BRIEF - For the string "Belvédère", search the entries below and copy every line where it appears.

○ ○ ○ ○ ○

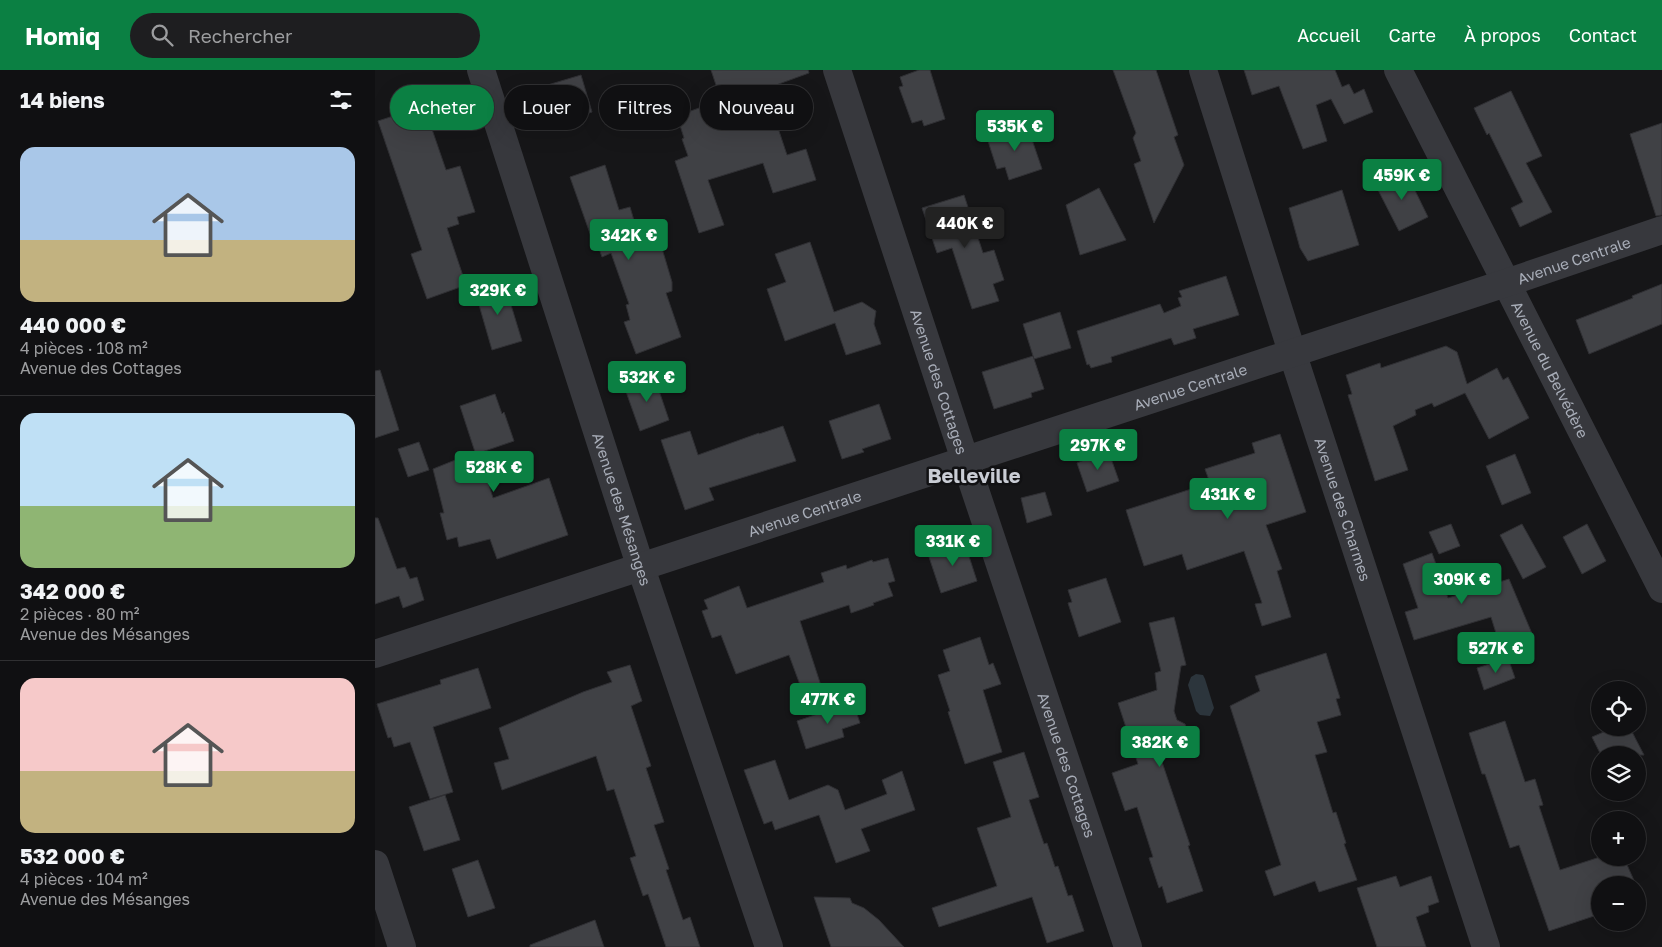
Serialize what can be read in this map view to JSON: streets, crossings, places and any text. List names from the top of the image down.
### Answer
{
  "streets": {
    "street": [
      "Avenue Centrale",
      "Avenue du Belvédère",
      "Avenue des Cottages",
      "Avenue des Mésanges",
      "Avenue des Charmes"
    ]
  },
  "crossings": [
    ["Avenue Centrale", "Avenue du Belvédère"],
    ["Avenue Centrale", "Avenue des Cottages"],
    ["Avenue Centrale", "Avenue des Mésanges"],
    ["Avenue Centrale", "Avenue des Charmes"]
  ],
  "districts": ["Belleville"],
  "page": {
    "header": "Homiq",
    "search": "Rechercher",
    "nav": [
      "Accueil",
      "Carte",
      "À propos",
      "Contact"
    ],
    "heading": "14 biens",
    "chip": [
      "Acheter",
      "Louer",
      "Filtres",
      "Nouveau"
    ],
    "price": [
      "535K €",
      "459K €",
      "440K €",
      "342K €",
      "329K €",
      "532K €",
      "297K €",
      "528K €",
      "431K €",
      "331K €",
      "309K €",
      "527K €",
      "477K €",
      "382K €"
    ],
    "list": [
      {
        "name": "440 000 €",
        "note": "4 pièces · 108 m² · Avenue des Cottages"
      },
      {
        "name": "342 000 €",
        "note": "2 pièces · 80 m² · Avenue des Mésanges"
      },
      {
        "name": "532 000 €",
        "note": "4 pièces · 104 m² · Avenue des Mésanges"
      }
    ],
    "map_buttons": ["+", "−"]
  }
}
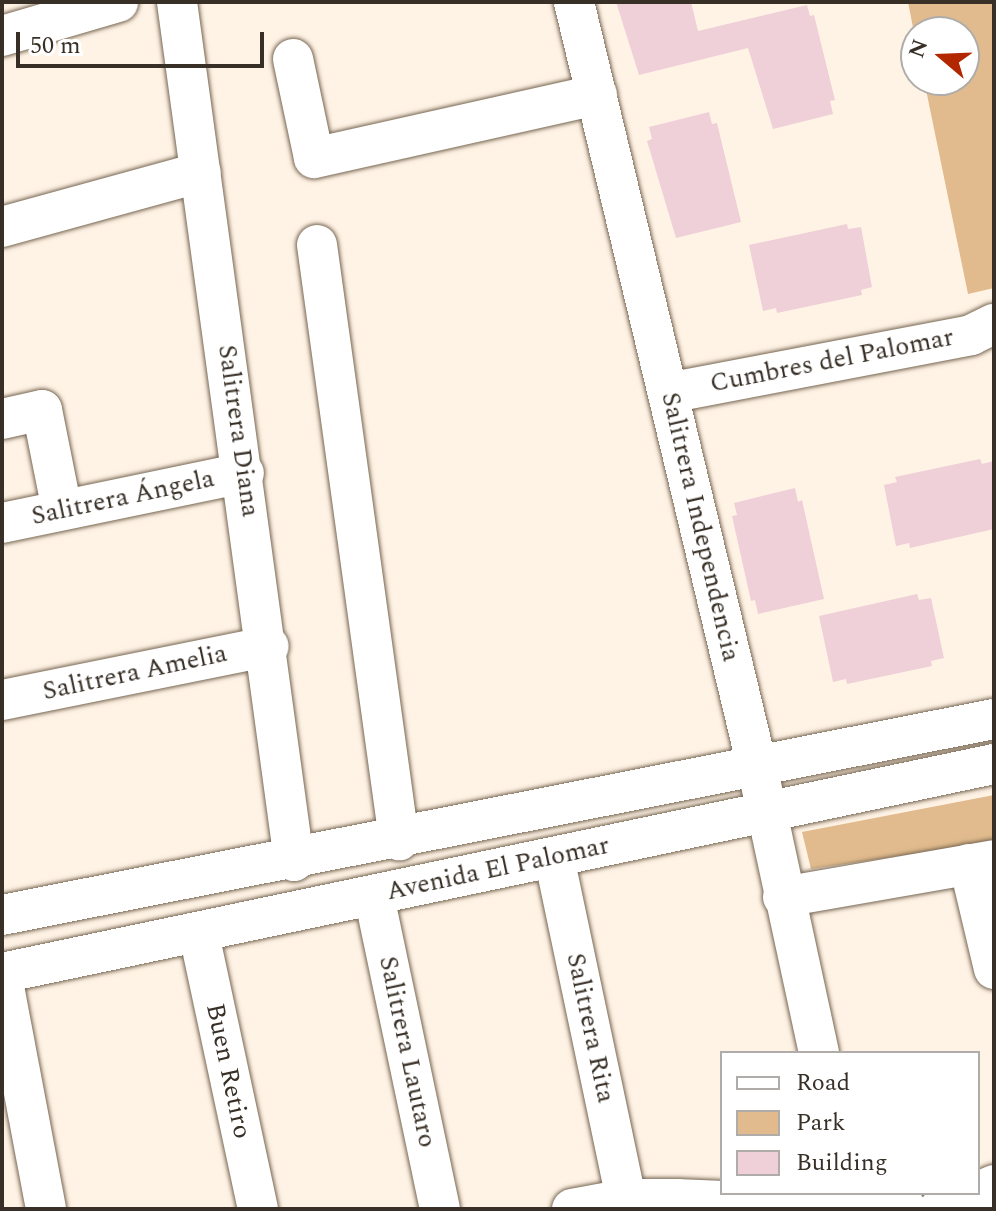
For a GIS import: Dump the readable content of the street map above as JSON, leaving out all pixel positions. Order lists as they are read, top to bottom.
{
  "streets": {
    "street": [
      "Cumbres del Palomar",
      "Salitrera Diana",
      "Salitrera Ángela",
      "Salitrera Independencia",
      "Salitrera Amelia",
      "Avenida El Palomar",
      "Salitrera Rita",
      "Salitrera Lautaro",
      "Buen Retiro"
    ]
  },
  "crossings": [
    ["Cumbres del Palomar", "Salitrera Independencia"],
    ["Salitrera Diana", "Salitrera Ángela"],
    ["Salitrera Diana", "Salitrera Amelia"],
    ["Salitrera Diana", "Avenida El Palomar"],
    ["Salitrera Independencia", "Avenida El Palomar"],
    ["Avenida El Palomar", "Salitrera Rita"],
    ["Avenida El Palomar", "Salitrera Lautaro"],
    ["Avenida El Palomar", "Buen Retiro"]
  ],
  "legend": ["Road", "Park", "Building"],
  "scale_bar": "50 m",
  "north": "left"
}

○ ○ ○ ○ ○

RESPONSE TO THE TASK -
      "Avenue du Belvédère",
    ["Avenue Centrale", "Avenue du Belvédère"],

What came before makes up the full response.